At our reading at
the Burnside store last week, someone asked us, mostly in jest, "So, are you destroying creativity with your
six-word memoirs?"
I, of course, deadpanned: "Yes."
Yet it's a question that comes up, at SMITH and elsewhere, lately: is this Twitter-y, text-message, "25 Random Things" culture turning us all into short-form zombies, spilling our guts in 140 characters (or less) and then falling asleep in front of reality TV? Of course not.
Our need to tell stories and express ourselves goes back to the time of the cavemen and extends to the dinner-table conversation you'll have tonight. We really want to tell stories, and we're drawn to storytellers, and technology has made it easier to tell our stories. And so what if they're short? Short is a start. The woman who wrote the six-word memoir that begins our first book, "After Harvard, had baby with crackhead" has never written about her intense life. Now she's working on a full-length memoir. That, for us, is the idea.
Many people really don't think that their own story is valid. They say, "Who would want to know that? I don't have a story." A lightening bolt went off in my head when I realized I didn't know all that much about my own grandfather's story about coming over from Russia when he was three years old. So I asked him, and he said, "Oh, there's not much to tell." I prodded him a bit and finally he started talking — and didn't stop for three hours. So everyone has a story and sometimes, sadly, no one asks them for it. I decided to put our last name — the most common surname in America — in all caps and start a magazine with the hope that SMITH Magazine's infectious, addictive and passionate spirit will spread to all of us: one person, one story at a time.

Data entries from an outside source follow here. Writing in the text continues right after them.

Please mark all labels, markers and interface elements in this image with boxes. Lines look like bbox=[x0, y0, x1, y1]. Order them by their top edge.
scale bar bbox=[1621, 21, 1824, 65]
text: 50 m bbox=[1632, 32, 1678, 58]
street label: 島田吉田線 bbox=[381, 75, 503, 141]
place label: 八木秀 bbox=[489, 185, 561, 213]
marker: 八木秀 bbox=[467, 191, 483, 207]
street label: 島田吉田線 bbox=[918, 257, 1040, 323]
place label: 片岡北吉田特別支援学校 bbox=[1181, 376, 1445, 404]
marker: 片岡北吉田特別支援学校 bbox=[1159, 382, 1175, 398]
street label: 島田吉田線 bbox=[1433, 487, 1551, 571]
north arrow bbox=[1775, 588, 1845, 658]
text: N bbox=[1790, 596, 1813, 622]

While my grandfather and many of us need encouragement to start talking, many of today's new generation of storytellers can't imagine a media world in which they're not part of the process — they refuse to passively take in the world and its media, but rather demand to shape and tell the culture narrative of their time.
A six-word memoir is one good way to start because it's not a novel, and it's not a 2,000-word column. You're done in six words, which makes it a very unscary thing to try. And then after you try it, you're like, "Hey, I can do this...just like Dave Eggers or George Saunders, or Elizabeth Gilbert," and then you get the bug. That's one simple way to tell your story. There are many others, which play with the form many different ways. In the spirit of today's list mania, here are seven of our favorite short-attention span, largely crowdsourced personal storytelling sites, with a few nods to love stories in their varied shapes and forms.

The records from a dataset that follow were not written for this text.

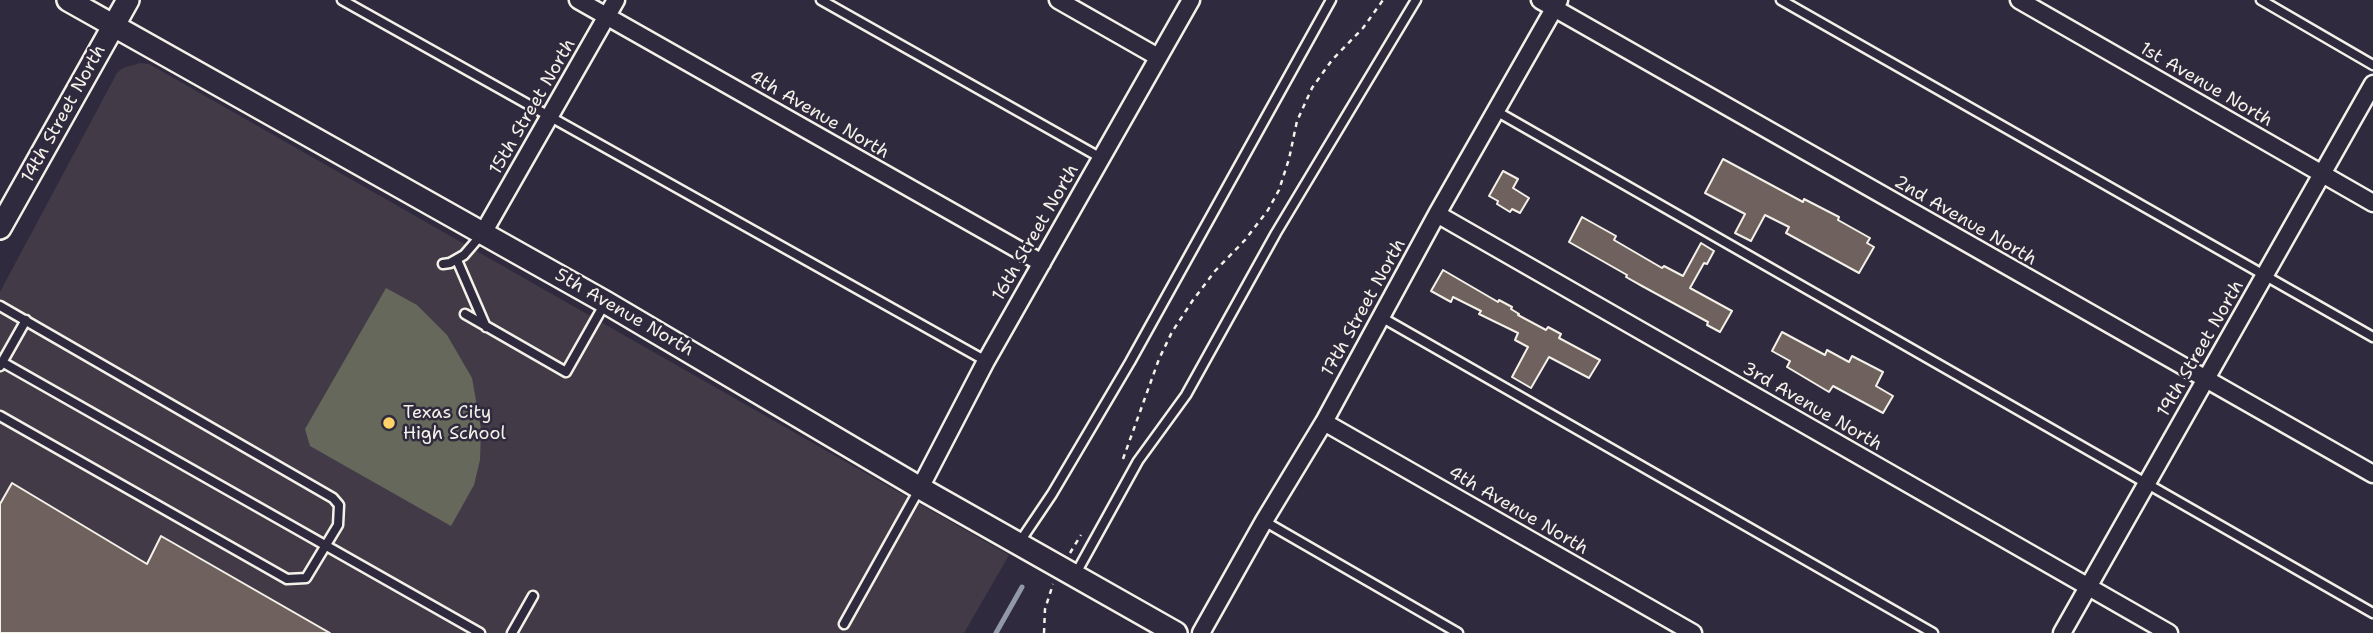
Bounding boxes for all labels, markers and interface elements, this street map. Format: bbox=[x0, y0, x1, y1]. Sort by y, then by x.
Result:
street label: 15th Street North bbox=[485, 35, 581, 179]
street label: 1st Avenue North bbox=[2136, 38, 2276, 132]
street label: 14th Street North bbox=[17, 41, 111, 187]
street label: 4th Avenue North bbox=[745, 66, 893, 164]
street label: 16th Street North bbox=[988, 161, 1084, 305]
street label: 2nd Avenue North bbox=[1890, 171, 2040, 271]
street label: 17th Street North bbox=[1317, 235, 1411, 381]
street label: 5th Avenue North bbox=[551, 264, 697, 362]
street label: 19th Street North bbox=[2153, 277, 2249, 421]
street label: 3rd Avenue North bbox=[1738, 358, 1886, 456]
place label: Texas City High School bbox=[403, 402, 506, 444]
marker: Texas City High School bbox=[381, 415, 397, 431]
street label: 4th Avenue North bbox=[1444, 462, 1592, 560]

Cassette From My Ex: The mixed taped of your life, digitized and annotated with the stories behind the songs.
Mortified: Where grown men and women confront their past with bravery and wit. The videos are cringe-worthy, hilarious, incredible.
Why Do You Do What You Do?: A project in which people are asked the simple question that defines such a big part of most of our lives, answering in just a few well-chosen words (and sometimes images).

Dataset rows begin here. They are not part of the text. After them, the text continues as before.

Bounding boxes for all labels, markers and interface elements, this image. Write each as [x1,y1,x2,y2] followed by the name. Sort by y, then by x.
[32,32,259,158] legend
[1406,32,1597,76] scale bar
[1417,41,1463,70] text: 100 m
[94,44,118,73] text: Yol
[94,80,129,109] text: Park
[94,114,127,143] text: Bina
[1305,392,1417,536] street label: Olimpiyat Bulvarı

To-Do List: Our lives, in all their insane, obsessive, glory, as described in lists.
FOUND: Lost letters, displaces sticky notes, piles of amazing Polaroids, and other detris that we find and morph from trash into stories, one post at a time.
Other People's Love Letters: From a Western Union telegram from the 1940s to an "I Love You" scribbled in red pen on a book of matches and a million saved IMs, this site and book is a look at love letters through history, and a chance to submit your own for a future book...and posterity.
PostSecret: The granddaddy of what's been called "the intimacy revolution," needs no explanation. PostSecret remains an inspiration as to what people are capable of expressioning, and why they need to do so — and how the passion of one person, Frank Warren, means so much to so many.